--- Data listing Enclosed Below ---
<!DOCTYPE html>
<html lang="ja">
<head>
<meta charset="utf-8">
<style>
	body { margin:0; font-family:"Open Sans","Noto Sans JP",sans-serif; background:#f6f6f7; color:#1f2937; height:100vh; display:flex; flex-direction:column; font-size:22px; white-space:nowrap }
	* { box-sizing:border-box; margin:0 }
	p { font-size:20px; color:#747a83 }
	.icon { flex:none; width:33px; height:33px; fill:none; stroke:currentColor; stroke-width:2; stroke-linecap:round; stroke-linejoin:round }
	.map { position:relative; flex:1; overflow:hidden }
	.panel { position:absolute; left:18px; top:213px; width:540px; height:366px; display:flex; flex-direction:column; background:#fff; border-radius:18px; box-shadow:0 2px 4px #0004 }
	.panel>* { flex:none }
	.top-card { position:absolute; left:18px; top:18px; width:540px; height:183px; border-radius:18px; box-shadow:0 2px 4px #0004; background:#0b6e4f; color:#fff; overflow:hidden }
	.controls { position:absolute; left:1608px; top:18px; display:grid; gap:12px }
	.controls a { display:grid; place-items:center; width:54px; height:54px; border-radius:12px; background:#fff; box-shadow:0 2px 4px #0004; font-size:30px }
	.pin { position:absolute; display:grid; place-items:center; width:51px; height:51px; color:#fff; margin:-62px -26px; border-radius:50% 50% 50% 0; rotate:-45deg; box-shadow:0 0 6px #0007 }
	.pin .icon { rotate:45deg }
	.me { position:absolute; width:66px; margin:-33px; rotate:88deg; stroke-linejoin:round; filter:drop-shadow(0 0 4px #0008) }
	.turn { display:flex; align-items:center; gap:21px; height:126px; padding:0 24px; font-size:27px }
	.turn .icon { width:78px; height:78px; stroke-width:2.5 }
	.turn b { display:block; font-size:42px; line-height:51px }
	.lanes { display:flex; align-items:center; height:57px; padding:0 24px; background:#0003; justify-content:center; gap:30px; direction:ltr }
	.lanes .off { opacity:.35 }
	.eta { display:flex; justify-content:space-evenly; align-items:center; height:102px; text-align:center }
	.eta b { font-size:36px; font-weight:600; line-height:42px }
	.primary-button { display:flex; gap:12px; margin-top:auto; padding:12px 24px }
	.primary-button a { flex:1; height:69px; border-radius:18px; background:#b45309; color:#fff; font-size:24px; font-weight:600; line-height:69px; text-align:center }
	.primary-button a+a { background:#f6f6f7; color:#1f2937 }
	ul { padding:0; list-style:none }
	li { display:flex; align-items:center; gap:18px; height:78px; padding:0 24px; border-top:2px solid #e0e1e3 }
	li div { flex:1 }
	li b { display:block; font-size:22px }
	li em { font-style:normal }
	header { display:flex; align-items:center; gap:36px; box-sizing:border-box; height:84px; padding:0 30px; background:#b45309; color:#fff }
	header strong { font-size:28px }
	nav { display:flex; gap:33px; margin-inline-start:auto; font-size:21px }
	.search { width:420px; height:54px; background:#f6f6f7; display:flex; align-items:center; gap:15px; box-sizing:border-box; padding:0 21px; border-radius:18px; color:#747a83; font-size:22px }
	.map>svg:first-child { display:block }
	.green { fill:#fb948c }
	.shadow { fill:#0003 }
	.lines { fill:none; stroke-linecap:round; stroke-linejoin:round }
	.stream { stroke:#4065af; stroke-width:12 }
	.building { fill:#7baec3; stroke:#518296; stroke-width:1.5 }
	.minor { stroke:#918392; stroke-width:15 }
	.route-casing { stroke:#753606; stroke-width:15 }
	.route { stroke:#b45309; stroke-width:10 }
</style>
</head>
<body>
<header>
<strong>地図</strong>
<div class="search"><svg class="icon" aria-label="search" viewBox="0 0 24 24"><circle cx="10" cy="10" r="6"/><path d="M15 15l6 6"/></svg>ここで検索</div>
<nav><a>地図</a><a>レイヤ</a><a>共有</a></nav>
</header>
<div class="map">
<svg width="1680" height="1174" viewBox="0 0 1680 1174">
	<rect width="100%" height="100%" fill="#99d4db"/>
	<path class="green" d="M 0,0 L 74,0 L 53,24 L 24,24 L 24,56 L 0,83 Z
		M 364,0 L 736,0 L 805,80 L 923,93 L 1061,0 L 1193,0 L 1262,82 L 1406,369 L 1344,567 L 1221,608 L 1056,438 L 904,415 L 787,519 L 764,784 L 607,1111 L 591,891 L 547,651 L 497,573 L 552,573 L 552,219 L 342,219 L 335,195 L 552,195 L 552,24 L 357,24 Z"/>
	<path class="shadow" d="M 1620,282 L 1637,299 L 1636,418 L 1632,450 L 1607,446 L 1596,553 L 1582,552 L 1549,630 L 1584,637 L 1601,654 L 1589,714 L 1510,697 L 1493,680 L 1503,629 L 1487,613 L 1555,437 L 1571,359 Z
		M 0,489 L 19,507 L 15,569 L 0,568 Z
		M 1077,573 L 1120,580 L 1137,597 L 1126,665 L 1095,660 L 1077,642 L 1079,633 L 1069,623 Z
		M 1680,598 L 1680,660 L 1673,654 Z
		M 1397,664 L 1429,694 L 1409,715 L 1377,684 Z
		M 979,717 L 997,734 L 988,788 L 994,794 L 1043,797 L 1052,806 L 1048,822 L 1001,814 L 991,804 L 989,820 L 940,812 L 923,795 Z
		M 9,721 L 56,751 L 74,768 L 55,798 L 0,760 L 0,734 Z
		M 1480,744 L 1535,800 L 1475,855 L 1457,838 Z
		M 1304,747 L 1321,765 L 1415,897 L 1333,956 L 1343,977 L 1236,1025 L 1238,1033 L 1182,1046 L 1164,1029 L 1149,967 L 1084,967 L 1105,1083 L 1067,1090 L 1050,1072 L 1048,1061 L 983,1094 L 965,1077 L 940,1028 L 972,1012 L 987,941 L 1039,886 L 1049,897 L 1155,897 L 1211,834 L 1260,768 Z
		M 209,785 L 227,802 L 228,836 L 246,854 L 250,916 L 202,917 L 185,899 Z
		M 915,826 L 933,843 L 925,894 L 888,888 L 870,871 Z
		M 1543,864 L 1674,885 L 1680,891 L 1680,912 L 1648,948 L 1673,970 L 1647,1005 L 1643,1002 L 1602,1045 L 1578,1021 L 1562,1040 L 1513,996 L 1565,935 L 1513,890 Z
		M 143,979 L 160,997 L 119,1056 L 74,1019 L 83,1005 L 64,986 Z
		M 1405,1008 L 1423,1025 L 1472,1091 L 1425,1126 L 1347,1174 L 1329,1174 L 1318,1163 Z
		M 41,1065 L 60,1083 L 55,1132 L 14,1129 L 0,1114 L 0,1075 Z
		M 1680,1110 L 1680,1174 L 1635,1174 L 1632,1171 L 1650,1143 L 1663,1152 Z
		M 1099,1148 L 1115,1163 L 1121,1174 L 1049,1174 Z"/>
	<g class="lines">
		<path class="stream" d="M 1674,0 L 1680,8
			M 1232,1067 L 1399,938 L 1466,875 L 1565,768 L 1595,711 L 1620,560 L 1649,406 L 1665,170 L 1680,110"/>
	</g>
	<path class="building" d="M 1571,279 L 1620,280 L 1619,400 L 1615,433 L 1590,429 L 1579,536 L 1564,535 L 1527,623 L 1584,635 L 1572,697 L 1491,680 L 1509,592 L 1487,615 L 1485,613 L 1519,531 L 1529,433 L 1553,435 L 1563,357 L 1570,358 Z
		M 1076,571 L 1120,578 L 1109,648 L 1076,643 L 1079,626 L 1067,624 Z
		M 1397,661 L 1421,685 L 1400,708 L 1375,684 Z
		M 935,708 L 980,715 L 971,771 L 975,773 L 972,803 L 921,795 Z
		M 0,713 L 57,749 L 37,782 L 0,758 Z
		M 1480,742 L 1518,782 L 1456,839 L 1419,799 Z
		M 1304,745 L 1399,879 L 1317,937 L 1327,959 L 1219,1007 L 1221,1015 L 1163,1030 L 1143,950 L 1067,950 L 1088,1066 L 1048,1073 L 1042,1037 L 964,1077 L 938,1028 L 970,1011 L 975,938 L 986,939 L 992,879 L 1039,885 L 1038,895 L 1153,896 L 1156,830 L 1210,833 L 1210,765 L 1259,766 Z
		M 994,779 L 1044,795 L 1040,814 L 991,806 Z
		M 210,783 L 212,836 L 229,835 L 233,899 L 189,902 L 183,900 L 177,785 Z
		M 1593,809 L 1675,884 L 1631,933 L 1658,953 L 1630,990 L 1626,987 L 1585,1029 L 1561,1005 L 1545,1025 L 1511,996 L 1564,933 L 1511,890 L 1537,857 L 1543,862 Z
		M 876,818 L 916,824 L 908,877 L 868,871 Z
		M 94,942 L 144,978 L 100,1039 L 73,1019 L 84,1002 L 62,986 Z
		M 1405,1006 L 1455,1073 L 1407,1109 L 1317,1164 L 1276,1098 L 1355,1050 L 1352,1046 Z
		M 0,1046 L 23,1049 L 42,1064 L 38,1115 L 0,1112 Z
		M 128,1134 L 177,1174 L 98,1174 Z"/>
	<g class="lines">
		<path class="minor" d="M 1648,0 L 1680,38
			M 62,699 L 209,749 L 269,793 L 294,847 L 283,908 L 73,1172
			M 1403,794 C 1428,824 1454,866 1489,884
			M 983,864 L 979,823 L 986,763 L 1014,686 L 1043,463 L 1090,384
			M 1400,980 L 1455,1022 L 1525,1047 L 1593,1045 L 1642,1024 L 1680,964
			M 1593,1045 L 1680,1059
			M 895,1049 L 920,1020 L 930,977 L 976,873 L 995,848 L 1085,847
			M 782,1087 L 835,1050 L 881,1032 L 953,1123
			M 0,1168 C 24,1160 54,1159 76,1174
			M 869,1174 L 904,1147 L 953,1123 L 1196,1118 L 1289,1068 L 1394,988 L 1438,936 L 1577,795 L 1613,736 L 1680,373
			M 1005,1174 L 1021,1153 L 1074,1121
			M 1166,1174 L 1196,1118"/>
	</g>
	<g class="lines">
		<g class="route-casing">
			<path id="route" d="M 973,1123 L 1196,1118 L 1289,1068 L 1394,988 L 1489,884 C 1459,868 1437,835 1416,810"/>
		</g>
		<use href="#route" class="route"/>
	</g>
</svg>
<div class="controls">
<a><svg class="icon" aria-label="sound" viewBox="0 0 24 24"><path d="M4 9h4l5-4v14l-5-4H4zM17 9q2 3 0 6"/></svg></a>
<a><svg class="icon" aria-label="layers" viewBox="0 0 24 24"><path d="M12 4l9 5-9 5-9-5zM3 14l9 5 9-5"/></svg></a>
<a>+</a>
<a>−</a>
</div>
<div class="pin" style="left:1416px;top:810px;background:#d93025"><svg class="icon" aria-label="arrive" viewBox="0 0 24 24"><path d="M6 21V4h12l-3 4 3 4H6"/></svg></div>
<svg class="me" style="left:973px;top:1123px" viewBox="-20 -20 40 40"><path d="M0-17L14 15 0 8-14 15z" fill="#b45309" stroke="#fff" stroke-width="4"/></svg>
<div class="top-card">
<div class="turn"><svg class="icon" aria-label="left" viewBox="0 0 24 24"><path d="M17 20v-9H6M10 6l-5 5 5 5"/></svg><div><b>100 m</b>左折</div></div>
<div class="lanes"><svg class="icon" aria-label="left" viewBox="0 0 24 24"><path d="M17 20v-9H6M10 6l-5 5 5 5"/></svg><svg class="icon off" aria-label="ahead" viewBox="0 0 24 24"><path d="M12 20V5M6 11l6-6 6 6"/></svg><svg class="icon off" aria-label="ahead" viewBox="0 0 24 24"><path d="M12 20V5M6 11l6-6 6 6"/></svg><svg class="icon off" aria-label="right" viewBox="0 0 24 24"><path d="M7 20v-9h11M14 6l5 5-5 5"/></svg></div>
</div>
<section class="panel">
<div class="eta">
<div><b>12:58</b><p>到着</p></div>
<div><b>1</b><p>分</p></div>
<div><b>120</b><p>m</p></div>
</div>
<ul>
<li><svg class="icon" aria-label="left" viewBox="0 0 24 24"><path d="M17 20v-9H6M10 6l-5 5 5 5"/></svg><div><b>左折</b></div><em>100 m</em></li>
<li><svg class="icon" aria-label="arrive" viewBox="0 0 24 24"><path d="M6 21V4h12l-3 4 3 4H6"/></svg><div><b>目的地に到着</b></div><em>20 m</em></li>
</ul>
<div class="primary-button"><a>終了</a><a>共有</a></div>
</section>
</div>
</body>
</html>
--- End of Enclosed Data listing ---
* [What to work on]: From the very first line of the records down to the line with "position:absolute; width:66px; margin:-33px;", please write out each line exactly, including both ends and no other lines.

* [Answer]:
<!DOCTYPE html>
<html lang="ja">
<head>
<meta charset="utf-8">
<style>
	body { margin:0; font-family:"Open Sans","Noto Sans JP",sans-serif; background:#f6f6f7; color:#1f2937; height:100vh; display:flex; flex-direction:column; font-size:22px; white-space:nowrap }
	* { box-sizing:border-box; margin:0 }
	p { font-size:20px; color:#747a83 }
	.icon { flex:none; width:33px; height:33px; fill:none; stroke:currentColor; stroke-width:2; stroke-linecap:round; stroke-linejoin:round }
	.map { position:relative; flex:1; overflow:hidden }
	.panel { position:absolute; left:18px; top:213px; width:540px; height:366px; display:flex; flex-direction:column; background:#fff; border-radius:18px; box-shadow:0 2px 4px #0004 }
	.panel>* { flex:none }
	.top-card { position:absolute; left:18px; top:18px; width:540px; height:183px; border-radius:18px; box-shadow:0 2px 4px #0004; background:#0b6e4f; color:#fff; overflow:hidden }
	.controls { position:absolute; left:1608px; top:18px; display:grid; gap:12px }
	.controls a { display:grid; place-items:center; width:54px; height:54px; border-radius:12px; background:#fff; box-shadow:0 2px 4px #0004; font-size:30px }
	.pin { position:absolute; display:grid; place-items:center; width:51px; height:51px; color:#fff; margin:-62px -26px; border-radius:50% 50% 50% 0; rotate:-45deg; box-shadow:0 0 6px #0007 }
	.pin .icon { rotate:45deg }
	.me { position:absolute; width:66px; margin:-33px; rotate:88deg; stroke-linejoin:round; filter:drop-shadow(0 0 4px #0008) }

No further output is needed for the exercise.